# About this task:
Answer with one number only: the count of lines below that hold the word "Vallviksvägen".

-------- Supplied data

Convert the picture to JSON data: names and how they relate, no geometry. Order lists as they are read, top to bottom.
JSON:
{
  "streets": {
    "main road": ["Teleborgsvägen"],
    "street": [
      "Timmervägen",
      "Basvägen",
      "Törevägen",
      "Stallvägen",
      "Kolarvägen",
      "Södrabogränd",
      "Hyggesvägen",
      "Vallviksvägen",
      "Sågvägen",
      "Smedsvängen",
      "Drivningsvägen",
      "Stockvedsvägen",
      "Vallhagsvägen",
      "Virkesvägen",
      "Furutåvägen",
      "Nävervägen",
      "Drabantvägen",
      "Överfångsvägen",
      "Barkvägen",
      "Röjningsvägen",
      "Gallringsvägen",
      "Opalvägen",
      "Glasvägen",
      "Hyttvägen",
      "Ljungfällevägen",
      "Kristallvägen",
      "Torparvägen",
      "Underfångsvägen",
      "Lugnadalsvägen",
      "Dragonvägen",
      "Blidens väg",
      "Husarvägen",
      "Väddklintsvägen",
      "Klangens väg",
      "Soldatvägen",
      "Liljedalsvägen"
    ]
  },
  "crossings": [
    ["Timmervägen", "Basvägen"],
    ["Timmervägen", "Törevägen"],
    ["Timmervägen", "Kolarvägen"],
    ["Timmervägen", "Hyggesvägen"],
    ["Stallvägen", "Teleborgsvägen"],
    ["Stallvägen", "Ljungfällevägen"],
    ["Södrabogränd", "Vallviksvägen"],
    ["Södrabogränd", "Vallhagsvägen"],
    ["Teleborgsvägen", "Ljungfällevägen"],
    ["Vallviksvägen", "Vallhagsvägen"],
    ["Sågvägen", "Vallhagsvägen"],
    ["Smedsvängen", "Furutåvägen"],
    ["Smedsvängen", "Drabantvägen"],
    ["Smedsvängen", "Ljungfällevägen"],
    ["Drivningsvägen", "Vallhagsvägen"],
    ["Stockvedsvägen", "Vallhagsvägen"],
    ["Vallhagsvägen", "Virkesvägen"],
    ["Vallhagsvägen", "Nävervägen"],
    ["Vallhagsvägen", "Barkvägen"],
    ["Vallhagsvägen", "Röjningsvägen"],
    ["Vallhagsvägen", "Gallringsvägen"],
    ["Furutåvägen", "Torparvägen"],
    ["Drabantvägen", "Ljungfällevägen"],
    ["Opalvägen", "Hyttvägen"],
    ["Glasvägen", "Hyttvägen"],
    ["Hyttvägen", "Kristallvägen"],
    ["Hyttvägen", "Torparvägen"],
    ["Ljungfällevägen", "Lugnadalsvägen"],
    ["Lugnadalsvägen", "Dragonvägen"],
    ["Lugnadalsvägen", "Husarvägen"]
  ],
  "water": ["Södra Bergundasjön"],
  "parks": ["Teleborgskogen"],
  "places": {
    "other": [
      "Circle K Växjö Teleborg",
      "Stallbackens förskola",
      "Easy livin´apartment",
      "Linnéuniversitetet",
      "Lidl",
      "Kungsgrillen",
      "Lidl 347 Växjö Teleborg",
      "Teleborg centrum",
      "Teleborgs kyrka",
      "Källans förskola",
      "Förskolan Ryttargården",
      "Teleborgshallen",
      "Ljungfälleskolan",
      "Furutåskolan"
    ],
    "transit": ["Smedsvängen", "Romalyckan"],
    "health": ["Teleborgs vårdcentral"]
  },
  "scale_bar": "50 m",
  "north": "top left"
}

----------------

# Solution to this exercise:
3